Some of the headlines I have read recently appear full of hyperbole, others downright hysterical, but there’s no doubting that rates, cost and the ability to keep on affording a mortgage, particularly when the borrower is coming off a lower rate, are front and centre, and something of a national debate. 

That, in my view, is a good thing. The more information there is available to either would-be purchasers, or existing borrowers, specifically about the importance of advice in this type of market and the wealth of product options using an adviser will provide them with, the better. 


Things are different now 

That said, we also have to ensure we do steer clients away from some of the more one-sided/one-eyed commentary that can be all too visible in such a market.  

For instance, there has to be an acceptance that different borrowers have different circumstances and different needs, and we are not in the mortgage market of the 1970s or indeed 1980s, when each lender effectively offered one product at one rate and there was one 25-year term that you stuck to for your entire mortgage. 

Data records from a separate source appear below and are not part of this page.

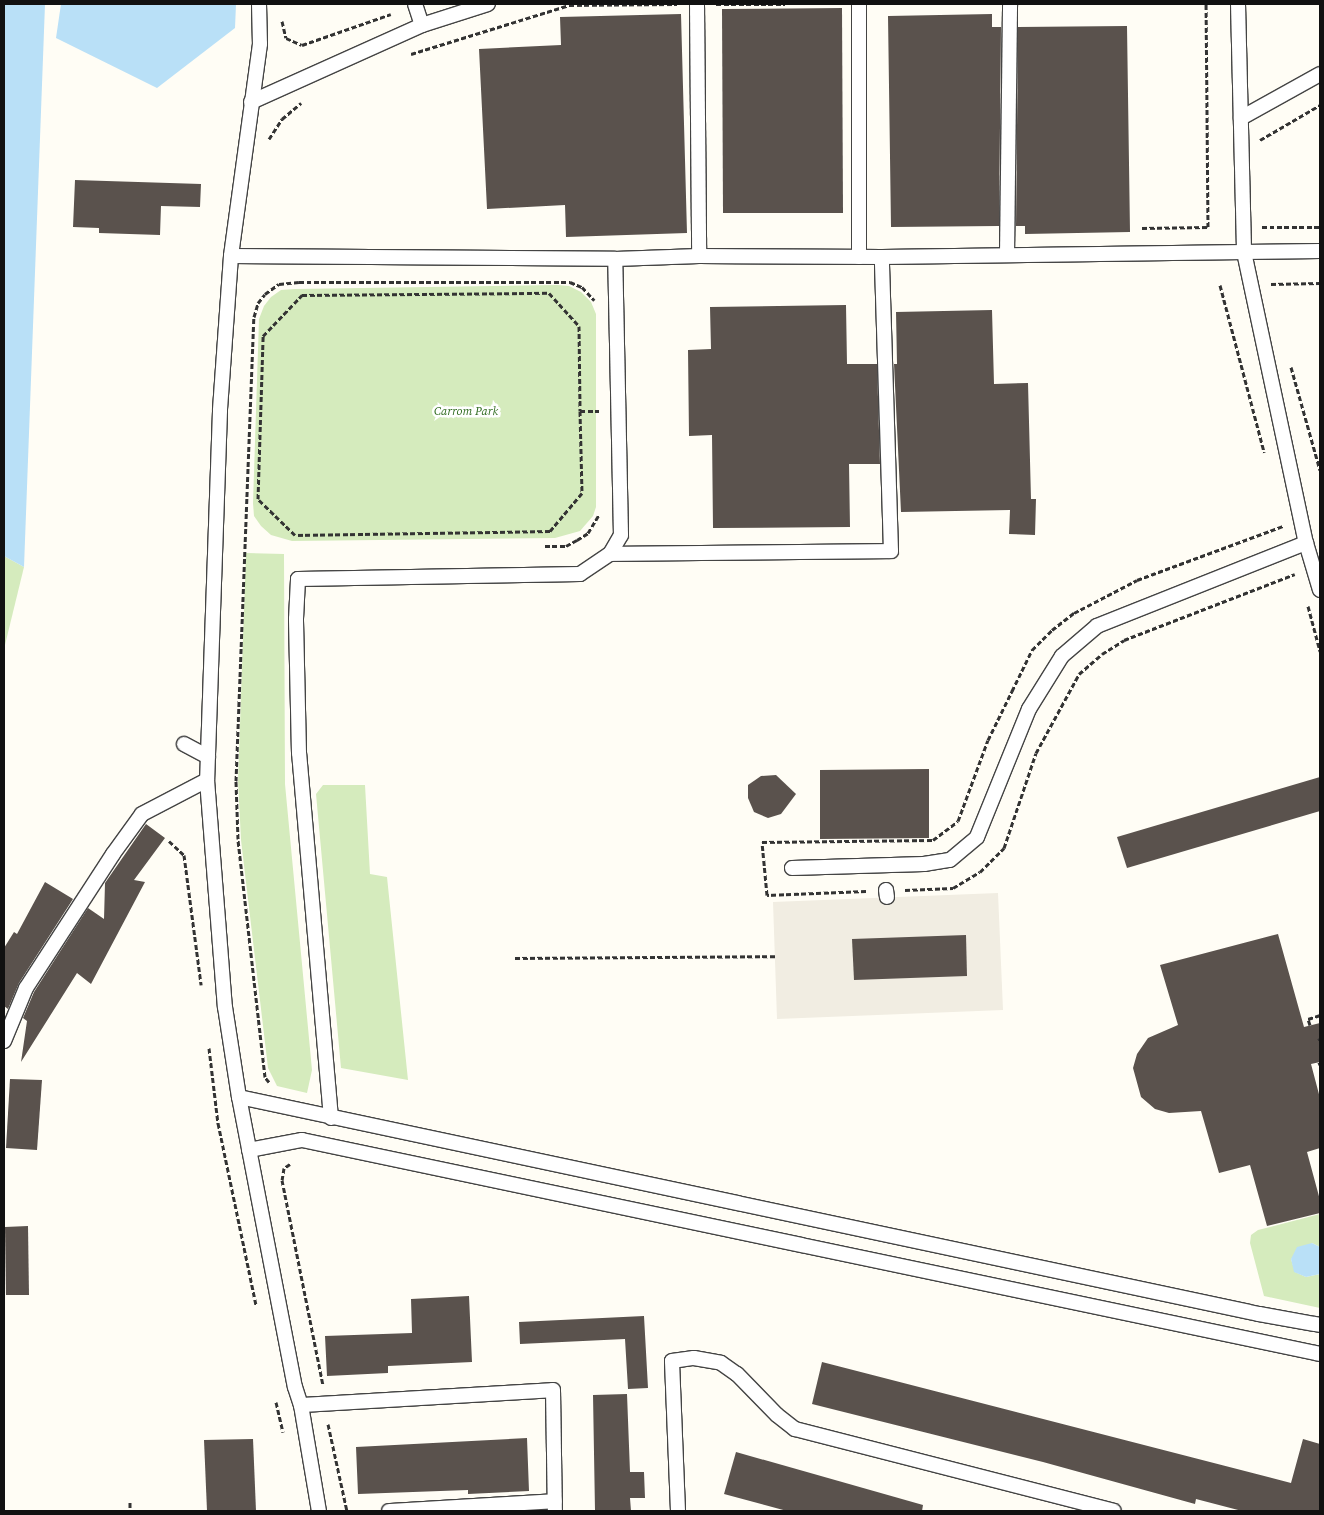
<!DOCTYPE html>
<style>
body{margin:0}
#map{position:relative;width:1324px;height:1515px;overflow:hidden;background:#fffdf5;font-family:"Source Serif 4",serif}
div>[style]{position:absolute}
.green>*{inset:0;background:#d5ebbd}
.plaza>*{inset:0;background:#f1ede2}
.water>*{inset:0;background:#b9e0f7}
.building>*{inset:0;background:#5a524d}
.path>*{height:3px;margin-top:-1.5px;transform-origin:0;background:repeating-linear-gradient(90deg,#333 0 5px,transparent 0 7.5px)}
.roads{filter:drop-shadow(1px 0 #444) drop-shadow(-1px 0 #444) drop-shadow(0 1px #444) drop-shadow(0 -1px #444)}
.service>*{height:14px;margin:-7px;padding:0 7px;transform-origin:7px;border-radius:7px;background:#fff}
span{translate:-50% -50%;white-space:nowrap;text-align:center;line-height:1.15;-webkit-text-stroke:5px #fff;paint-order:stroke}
.park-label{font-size:12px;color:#2f6b1f;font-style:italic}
.frame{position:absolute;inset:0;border:5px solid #111;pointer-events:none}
</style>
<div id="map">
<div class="green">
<i style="clip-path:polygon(557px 285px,569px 286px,581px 292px,591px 302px,596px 314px,596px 507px,593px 516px,580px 531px,555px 538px,292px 541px,271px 535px,261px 526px,254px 516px,253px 503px,259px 319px,264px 306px,271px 297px,281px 290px,295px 289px)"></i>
<i style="clip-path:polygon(246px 553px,284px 554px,285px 784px,312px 1070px,307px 1093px,277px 1086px,268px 1068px,241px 840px,238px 781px)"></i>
<i style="clip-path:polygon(4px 556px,24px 567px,4px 649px)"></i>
<i style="clip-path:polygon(323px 785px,365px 785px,370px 874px,387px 877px,408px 1080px,341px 1068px,316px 794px)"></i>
<i style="clip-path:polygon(1320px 1214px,1320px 1247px,1312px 1243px,1291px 1259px,1295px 1272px,1306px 1277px,1320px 1274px,1320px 1308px,1264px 1296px,1250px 1243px,1251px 1235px,1258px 1230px)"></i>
</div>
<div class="plaza">
<i style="clip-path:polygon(998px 893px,1003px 1010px,777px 1019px,773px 902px)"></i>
</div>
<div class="water">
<i style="clip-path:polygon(4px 4px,45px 4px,24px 567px,4px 556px)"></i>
<i style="clip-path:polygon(61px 4px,236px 4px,235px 28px,157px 88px,56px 38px)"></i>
<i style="clip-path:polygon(1312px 1243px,1320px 1247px,1320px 1274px,1306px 1277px,1294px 1272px,1291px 1259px,1297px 1247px)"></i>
</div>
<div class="building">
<i style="clip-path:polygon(842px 8px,843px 213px,723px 213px,722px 9px)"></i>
<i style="clip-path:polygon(681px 14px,687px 233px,566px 237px,565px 205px,487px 209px,479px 49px,561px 45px,560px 17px)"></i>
<i style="clip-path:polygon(992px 14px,992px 27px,1001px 27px,999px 226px,891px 227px,888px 16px)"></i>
<i style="clip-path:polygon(1127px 26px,1130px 232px,1025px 234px,1025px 226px,1016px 226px,1018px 27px)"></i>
<i style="clip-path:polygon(75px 180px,201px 184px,200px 207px,161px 206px,160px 235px,99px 233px,99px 228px,73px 227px)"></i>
<i style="clip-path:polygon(846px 305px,847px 364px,877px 364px,880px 464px,849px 464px,850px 527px,713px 528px,712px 435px,689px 436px,688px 350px,711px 349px,710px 307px)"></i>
<i style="clip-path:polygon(992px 310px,994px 384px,1028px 383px,1031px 499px,1036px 499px,1035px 535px,1009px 534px,1010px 510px,901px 512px,894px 364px,897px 364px,896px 312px)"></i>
<i style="clip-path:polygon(929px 769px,929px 838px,820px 839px,820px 770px)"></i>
<i style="clip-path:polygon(776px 775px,796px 794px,781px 814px,768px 818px,754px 812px,748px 798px,748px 785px,761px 776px)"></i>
<i style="clip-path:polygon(1320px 777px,1320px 811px,1127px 868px,1117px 837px)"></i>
<i style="clip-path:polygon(146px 824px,165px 838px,134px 880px,145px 882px,91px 984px,77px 973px,21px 1062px,27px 1021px,23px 1018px,34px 992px,88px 908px,104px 919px,105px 883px)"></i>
<i style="clip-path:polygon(45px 882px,73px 899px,19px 983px,8px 1009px,4px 1006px,4px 948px,14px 932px,17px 934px)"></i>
<i style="clip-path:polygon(1278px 934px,1304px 1027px,1320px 1023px,1320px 1062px,1311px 1064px,1320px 1098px,1320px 1148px,1307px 1152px,1320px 1200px,1320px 1213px,1267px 1226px,1250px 1165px,1219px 1173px,1201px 1111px,1169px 1113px,1155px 1109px,1141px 1097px,1133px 1068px,1137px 1054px,1148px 1038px,1178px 1025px,1160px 965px)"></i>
<i style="clip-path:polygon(966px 935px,967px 976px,854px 980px,852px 939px)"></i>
<i style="clip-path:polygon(10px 1079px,42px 1080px,37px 1150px,6px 1148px)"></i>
<i style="clip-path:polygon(28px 1226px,29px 1295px,6px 1295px,5px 1227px)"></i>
<i style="clip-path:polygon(469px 1296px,472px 1362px,388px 1366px,388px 1373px,327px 1376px,325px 1336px,412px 1333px,411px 1299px)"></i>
<i style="clip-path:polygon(644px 1316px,648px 1388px,628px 1389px,625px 1339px,520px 1344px,519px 1322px)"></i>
<i style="clip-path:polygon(822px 1362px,1291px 1483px,1303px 1439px,1320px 1444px,1320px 1511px,1242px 1511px,1196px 1499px,1195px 1504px,1043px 1462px,812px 1404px)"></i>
<i style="clip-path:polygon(627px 1394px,630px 1472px,644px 1472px,645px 1498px,630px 1498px,631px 1511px,595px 1511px,593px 1395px)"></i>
<i style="clip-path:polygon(527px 1438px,529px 1491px,468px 1494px,468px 1490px,358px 1494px,356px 1447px)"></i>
<i style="clip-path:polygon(253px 1439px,256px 1511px,207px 1511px,204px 1440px)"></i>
<i style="clip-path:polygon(736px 1452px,923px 1505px,922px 1511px,787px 1511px,724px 1494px)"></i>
</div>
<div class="path">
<i style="left:716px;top:4px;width:69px"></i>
<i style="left:282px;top:21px;width:17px;rotate:77deg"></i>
<i style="left:286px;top:38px;width:17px;rotate:24deg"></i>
<i style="left:302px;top:45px;width:94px;rotate:-19.2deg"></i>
<i style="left:411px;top:54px;width:165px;rotate:-17.2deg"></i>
<i style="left:569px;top:5px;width:108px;rotate:-0.5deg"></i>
<i style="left:269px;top:139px;width:24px;rotate:-57deg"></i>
<i style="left:282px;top:119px;width:25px;rotate:-40deg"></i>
<i style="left:1260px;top:140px;width:69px;rotate:-30.3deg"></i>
<i style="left:1262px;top:227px;width:58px"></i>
<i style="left:1142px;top:228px;width:66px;rotate:-0.9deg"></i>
<i style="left:1208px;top:227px;width:223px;rotate:-90.5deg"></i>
<i style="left:1271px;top:284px;width:49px;rotate:-1.2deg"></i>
<i style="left:1220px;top:285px;width:173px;rotate:75.2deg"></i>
<i style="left:1291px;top:367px;width:107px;rotate:74.3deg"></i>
<i style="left:580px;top:411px;width:82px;rotate:88.6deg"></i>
<i style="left:582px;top:493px;width:50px;rotate:130.1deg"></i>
<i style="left:550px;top:531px;width:255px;rotate:179.1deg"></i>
<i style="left:295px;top:535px;width:52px;rotate:-135.8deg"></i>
<i style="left:258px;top:499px;width:163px;rotate:-88.2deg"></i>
<i style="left:263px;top:336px;width:57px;rotate:-46.4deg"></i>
<i style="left:302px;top:295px;width:247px;rotate:-0.5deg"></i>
<i style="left:549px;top:293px;width:45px;rotate:47.7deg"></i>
<i style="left:579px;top:326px;width:85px;rotate:89.3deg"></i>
<i style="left:580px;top:411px;width:19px"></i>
<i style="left:545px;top:546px;width:21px"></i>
<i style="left:566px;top:546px;width:13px;rotate:-29deg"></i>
<i style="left:577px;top:540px;width:13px;rotate:-32deg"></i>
<i style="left:588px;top:533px;width:21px;rotate:-59deg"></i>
<i style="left:1308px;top:606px;width:47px;rotate:75.1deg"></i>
<i style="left:169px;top:841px;width:21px;rotate:43deg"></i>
<i style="left:184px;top:855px;width:131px;rotate:82.5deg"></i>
<i style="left:905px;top:890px;width:48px;rotate:-2.4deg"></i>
<i style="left:953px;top:888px;width:31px;rotate:-31deg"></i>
<i style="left:980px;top:872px;width:34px;rotate:-45deg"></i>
<i style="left:1004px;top:848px;width:100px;rotate:-71.4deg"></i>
<i style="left:1036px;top:753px;width:90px;rotate:-61.4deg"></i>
<i style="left:1079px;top:674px;width:30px;rotate:-41deg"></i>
<i style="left:1102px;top:654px;width:26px;rotate:-32deg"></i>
<i style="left:1124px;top:640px;width:183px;rotate:-21.1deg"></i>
<i style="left:866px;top:891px;width:99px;rotate:177.7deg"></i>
<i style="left:767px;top:895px;width:53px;rotate:-95.4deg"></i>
<i style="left:762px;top:842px;width:171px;rotate:-0.7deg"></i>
<i style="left:933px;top:840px;width:31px;rotate:-37deg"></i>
<i style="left:958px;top:821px;width:86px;rotate:-69.7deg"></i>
<i style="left:988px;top:740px;width:55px;rotate:-63.9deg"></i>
<i style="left:1012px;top:691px;width:46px;rotate:-64deg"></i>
<i style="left:1032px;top:650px;width:28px;rotate:-45deg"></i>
<i style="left:1052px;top:630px;width:28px;rotate:-38deg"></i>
<i style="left:1074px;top:613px;width:71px;rotate:-27.6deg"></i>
<i style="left:1137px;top:580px;width:156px;rotate:-20.3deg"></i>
<i style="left:515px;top:958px;width:260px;rotate:-0.4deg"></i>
<i style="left:1310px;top:1025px;width:6px;rotate:-108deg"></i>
<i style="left:1308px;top:1019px;width:13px;rotate:-18deg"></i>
<i style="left:1318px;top:1040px;width:2px;rotate:-27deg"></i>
<i style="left:209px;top:1048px;width:76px;rotate:83.2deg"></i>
<i style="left:218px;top:1123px;width:186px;rotate:78.2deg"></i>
<i style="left:1319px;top:1062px;width:3px;rotate:72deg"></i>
<i style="left:269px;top:1082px;width:6px;rotate:-129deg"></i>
<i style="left:265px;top:1077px;width:240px;rotate:-96.5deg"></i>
<i style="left:238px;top:839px;width:58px;rotate:-92deg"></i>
<i style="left:236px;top:781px;width:464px;rotate:-87.8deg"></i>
<i style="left:254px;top:317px;width:15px;rotate:-74deg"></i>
<i style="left:258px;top:303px;width:11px;rotate:-52deg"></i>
<i style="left:265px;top:294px;width:17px;rotate:-36deg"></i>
<i style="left:279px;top:284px;width:20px;rotate:-6deg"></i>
<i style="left:299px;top:282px;width:271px"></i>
<i style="left:570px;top:282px;width:13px;rotate:23deg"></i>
<i style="left:582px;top:287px;width:18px;rotate:47deg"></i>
<i style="left:290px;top:1164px;width:7px;rotate:146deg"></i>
<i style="left:284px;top:1168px;width:12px;rotate:99deg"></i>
<i style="left:282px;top:1180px;width:209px;rotate:78.7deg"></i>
<i style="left:276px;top:1402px;width:31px;rotate:77deg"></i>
<i style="left:328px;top:1424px;width:89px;rotate:77.7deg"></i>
<i style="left:130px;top:1502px;width:9px;rotate:90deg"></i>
</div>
<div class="roads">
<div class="service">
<i style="left:259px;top:4px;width:40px;rotate:88.6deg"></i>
<i style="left:260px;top:44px;width:214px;rotate:97.8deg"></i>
<i style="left:231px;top:256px;width:155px;rotate:94.1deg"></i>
<i style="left:220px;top:411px;width:369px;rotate:92deg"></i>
<i style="left:207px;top:780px;width:228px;rotate:85.5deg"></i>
<i style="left:225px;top:1007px;width:91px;rotate:81.2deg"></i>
<i style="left:239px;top:1097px;width:295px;rotate:79.1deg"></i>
<i style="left:295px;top:1387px;width:19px;rotate:72deg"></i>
<i style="left:301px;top:1405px;width:108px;rotate:80.4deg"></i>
<i style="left:415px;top:4px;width:22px;rotate:72deg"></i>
<i style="left:697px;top:4px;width:252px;rotate:89.5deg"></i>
<i style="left:1238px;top:4px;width:248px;rotate:88.6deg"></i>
<i style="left:1244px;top:252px;width:298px;rotate:78deg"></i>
<i style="left:1306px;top:543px;width:49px;rotate:73.4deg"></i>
<i style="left:251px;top:102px;width:188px;rotate:-24.2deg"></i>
<i style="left:422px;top:25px;width:69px;rotate:-17.7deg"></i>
<i style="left:1241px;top:118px;width:90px;rotate:-29.1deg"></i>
<i style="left:1007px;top:255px;width:251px;rotate:-89.3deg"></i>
<i style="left:231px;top:256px;width:384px;rotate:0.4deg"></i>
<i style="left:615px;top:259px;width:84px;rotate:-2deg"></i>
<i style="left:699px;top:256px;width:183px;rotate:0.3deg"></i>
<i style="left:882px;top:257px;width:438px;rotate:-0.8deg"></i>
<i style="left:859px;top:257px;width:253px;rotate:-90deg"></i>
<i style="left:610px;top:554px;width:281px;rotate:-0.6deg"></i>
<i style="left:891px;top:551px;width:294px;rotate:-91.8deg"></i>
<i style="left:184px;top:744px;width:27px;rotate:28deg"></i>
<i style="left:792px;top:868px;width:132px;rotate:-1.7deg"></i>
<i style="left:924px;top:864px;width:26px;rotate:-9deg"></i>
<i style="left:950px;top:860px;width:35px;rotate:-40deg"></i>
<i style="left:977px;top:837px;width:138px;rotate:-67.9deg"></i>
<i style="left:1029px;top:709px;width:62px;rotate:-58.1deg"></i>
<i style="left:1062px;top:656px;width:46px;rotate:-40.6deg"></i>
<i style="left:1097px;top:626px;width:225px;rotate:-21.7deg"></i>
<i style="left:886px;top:890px;width:7px;rotate:82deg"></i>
<i style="left:4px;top:1041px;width:57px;rotate:-67.5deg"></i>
<i style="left:26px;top:988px;width:160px;rotate:-57deg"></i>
<i style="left:113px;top:854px;width:49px;rotate:-54.1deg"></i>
<i style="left:142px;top:814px;width:73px;rotate:-27.6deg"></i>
<i style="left:239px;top:1097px;width:1043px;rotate:12.01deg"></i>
<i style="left:1259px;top:1314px;width:62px;rotate:10.2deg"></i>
<i style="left:331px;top:1118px;width:366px;rotate:-95deg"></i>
<i style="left:299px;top:753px;width:134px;rotate:-91.3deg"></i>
<i style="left:296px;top:619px;width:40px;rotate:-87.1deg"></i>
<i style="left:298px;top:579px;width:282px;rotate:-1deg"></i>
<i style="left:580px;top:574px;width:36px;rotate:-34deg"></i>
<i style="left:610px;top:554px;width:22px;rotate:-60deg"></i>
<i style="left:621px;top:535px;width:276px;rotate:-91.2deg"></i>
<i style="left:249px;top:1150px;width:54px;rotate:-10.7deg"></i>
<i style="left:302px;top:1140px;width:1040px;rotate:11.87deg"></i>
<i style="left:301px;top:1405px;width:252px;rotate:-3.4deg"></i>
<i style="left:553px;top:1390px;width:121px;rotate:89.1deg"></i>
<i style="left:389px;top:1511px;width:166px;rotate:-3.4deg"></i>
<i style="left:678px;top:1511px;width:150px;rotate:-92.3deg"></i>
<i style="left:672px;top:1361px;width:22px;rotate:-8deg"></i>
<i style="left:694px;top:1358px;width:27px;rotate:10deg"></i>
<i style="left:721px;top:1363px;width:19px;rotate:35deg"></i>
<i style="left:737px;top:1374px;width:57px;rotate:45.7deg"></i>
<i style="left:777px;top:1415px;width:23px;rotate:38deg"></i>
<i style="left:795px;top:1429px;width:329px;rotate:14.4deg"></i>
</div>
</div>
<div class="park-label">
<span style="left:466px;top:412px">Carrom Park</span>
</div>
<div class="frame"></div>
</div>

That clearly isn’t the case anymore, and we should certainly be glad of that.  


Extended mortgage terms 

On the whole issue of mortgage terms, I read a recent piece of research from UK Finance, suggesting nearly one in five first-time buyers now take out a 35-year mortgage. For some on social media this appeared to be too much to take, clear evidence that we were somehow on the precipice of a major market correction as a result, with these borrowers somehow in perilous danger. To be clear, this is the entire term of the mortgage, not the initial rate.  

To my mind, this was again an overreaction and a lack of understanding about the needs of borrowers now, the housing market we currently have, the situation with individuals’ incomes, and a common-sense approach to getting on the housing ladder. 

A longer-term means – quite obviously – that the borrower will take longer to pay off the mortgage and the total interest will be considerably more over such a period. However, firstly, you have to accept that this is a first mortgage and the chances of circumstances changing during a home-owning lifetime are very high, plus for many borrowers at present, a longer term is simply a needs-must approach. 

It’s difficult to predict the future for these borrowers, but what we do know is that many earn more as they progress through their career, their first home tends not to be their long-term one, they are likely to move at some point, and a longer term is a starting point, not the end journey. 

That has to be taken into account, as do those all-important upfront costs that can be particularly challenging, especially for first-time buyers. Let’s be blunt, there are a lot of costs that come with owning a home, and this will also be at the front of minds for individuals when they are looking at monthly payments.  

As will all those other costs that have to be factored into the budget. It’s not just everything once you get to the property, but obviously stamp duty land tax (if applicable), solicitor’s fees, moving costs, plus the cost of actually furnishing and running a home. 

Mortgage product costs may be a relatively small part of these overall outgoings and necessities, but they can still add up, which is why we offer fee-assisted deals which come with a free valuation, no application fees and a flat product fee.  


Choice is good 

Overall, it’s positive these options exist, and they allow people to get on the housing ladder that might otherwise not be able to.  

As long as we’re all doing our jobs in terms of advice, recommendations, measuring affordability and ensuring these borrowers can meet their monthly payments over the term, there should always be product options and lenders to choose from in this space.